— What is expected —
Where does the string "JSON" appear in the records? Copy every line that contains it.

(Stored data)

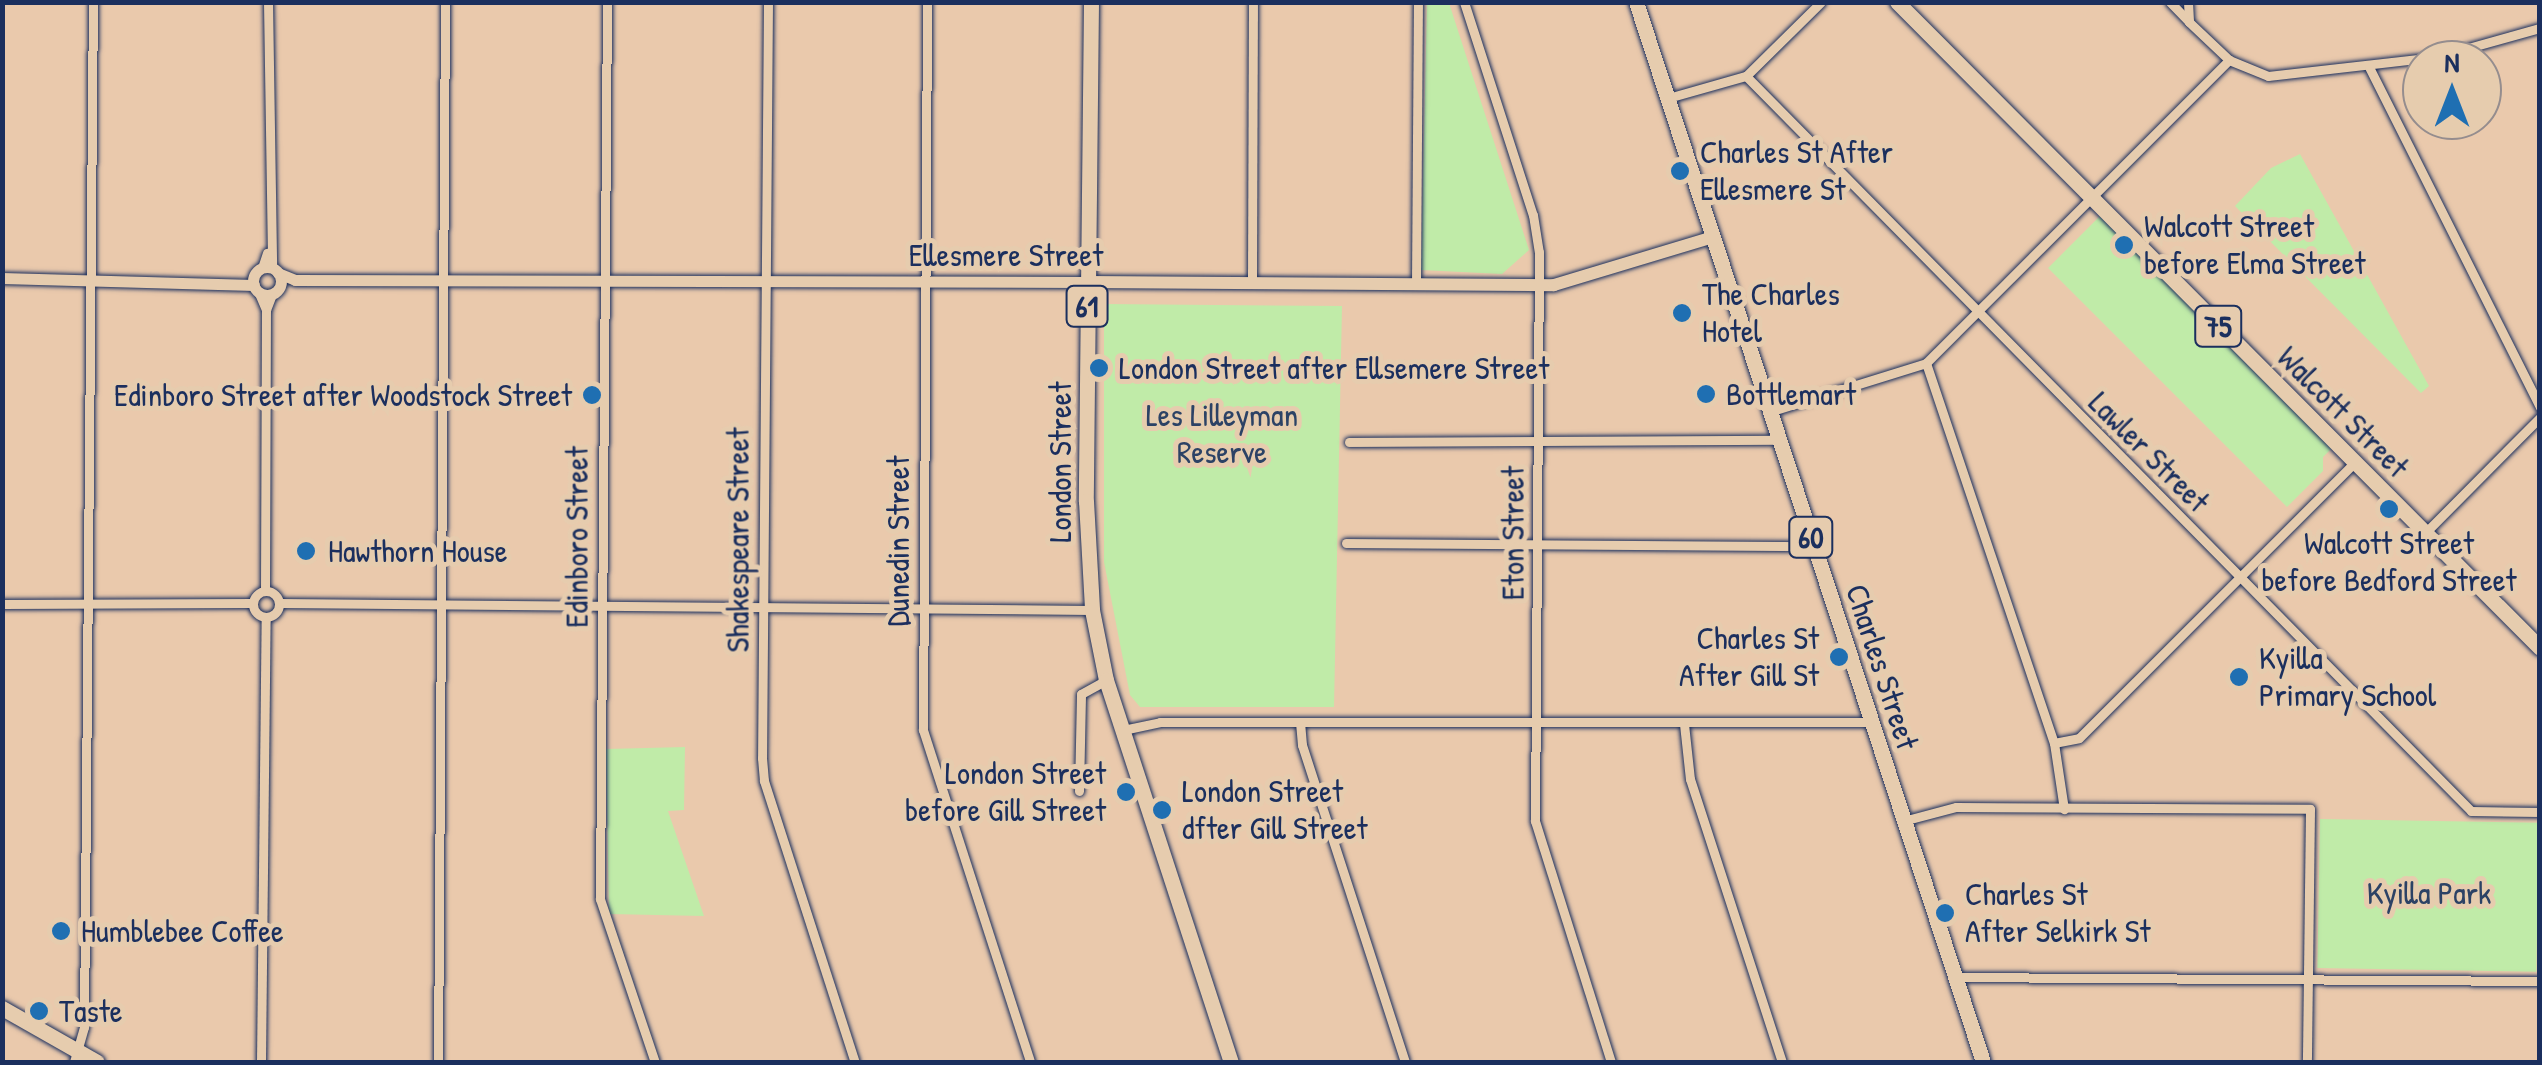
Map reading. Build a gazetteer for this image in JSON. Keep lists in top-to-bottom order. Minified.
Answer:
{"streets":{"main road":["Ellesmere Street","61","75","Walcott Street","London Street","60","Charles Street"],"street":["Lawler Street","Eton Street","Edinboro Street","Shakespeare Street","Dunedin Street"]},"crossings":[["Ellesmere Street","London Street"],["Ellesmere Street","Eton Street"],["Ellesmere Street","Edinboro Street"],["Ellesmere Street","Shakespeare Street"],["Ellesmere Street","Dunedin Street"],["Ellesmere Street","Charles Street"]],"parks":["Les Lilleyman Reserve","Kyilla Park"],"places":["Charles St After Ellesmere St","Walcott Street before Elma Street","The Charles Hotel","London Street after Ellsemere Street","Bottlemart","Edinboro Street after Woodstock Street","Walcott Street before Bedford Street","Hawthorn House","Charles St After Gill St","Kyilla Primary School","London Street before Gill Street","London Street dfter Gill Street","Charles St After Selkirk St","Humblebee Coffee","Taste"],"north":"top"}
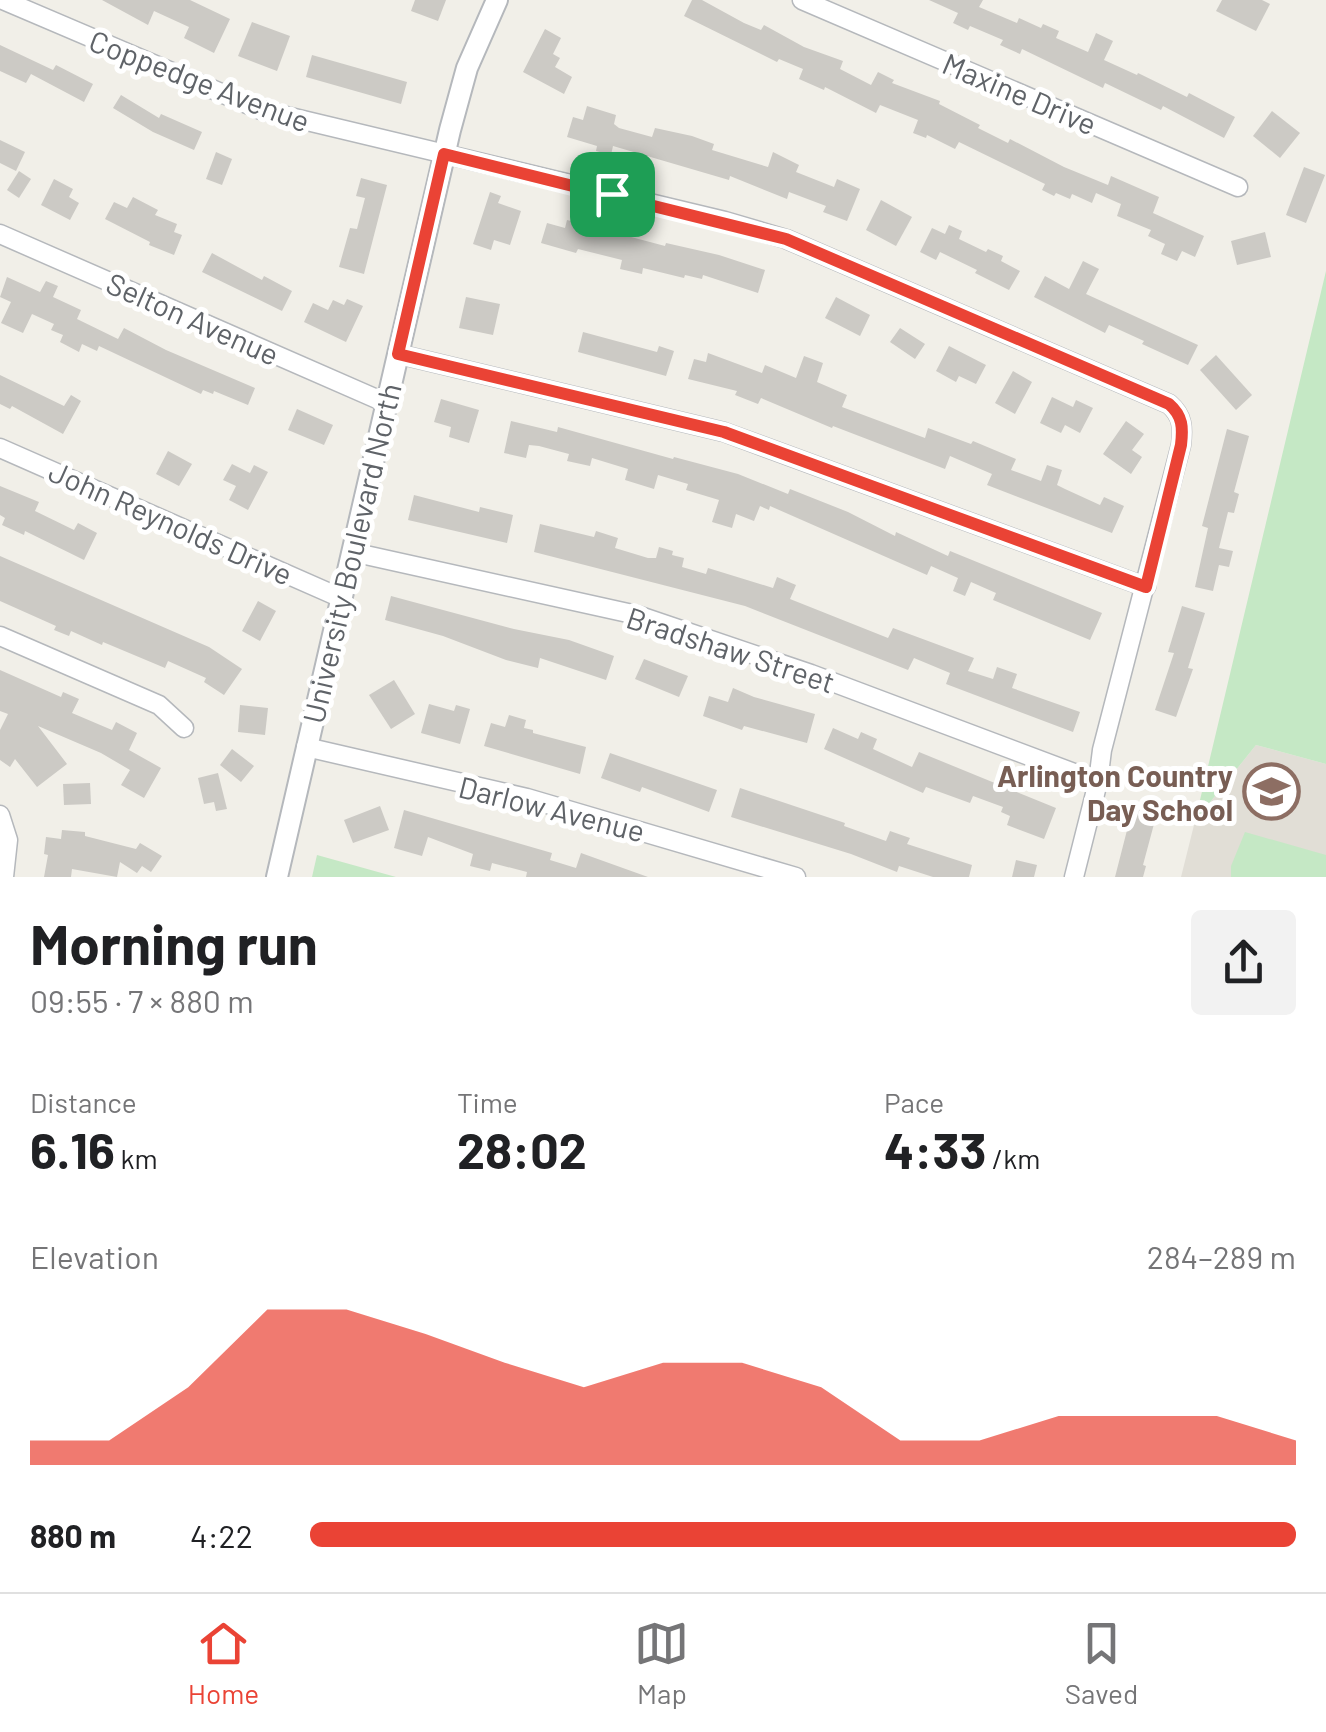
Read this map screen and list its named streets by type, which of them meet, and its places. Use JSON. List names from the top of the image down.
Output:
{
  "streets": {
    "street": [
      "Coppedge Avenue",
      "Maxine Drive",
      "Selton Avenue",
      "John Reynolds Drive",
      "University Boulevard North",
      "Bradshaw Street",
      "Darlow Avenue"
    ]
  },
  "crossings": [
    ["Coppedge Avenue", "University Boulevard North"],
    ["Selton Avenue", "University Boulevard North"],
    ["John Reynolds Drive", "University Boulevard North"],
    ["University Boulevard North", "Bradshaw Street"],
    ["University Boulevard North", "Darlow Avenue"]
  ],
  "places": {
    "school or university": ["Arlington Country Day School"]
  },
  "page": {
    "heading": ["Morning run", "09:55 · 7 × 880 m"],
    "stats": [
      ["Distance", "6.16 km"],
      ["Time", "28:02"],
      ["Pace", "4:33 /km"]
    ],
    "chart": ["Elevation", "284–289 m"],
    "list": [
      {
        "name": "880 m",
        "note": "4:22"
      }
    ],
    "tabs": ["Home", "Map", "Saved"]
  }
}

— Reply —
Map reading. Build a gazetteer for this image in JSON. Keep lists in top-to-bottom order. Minified.
Read this map screen and list its named streets by type, which of them meet, and its places. Use JSON. List names from the top of the image down.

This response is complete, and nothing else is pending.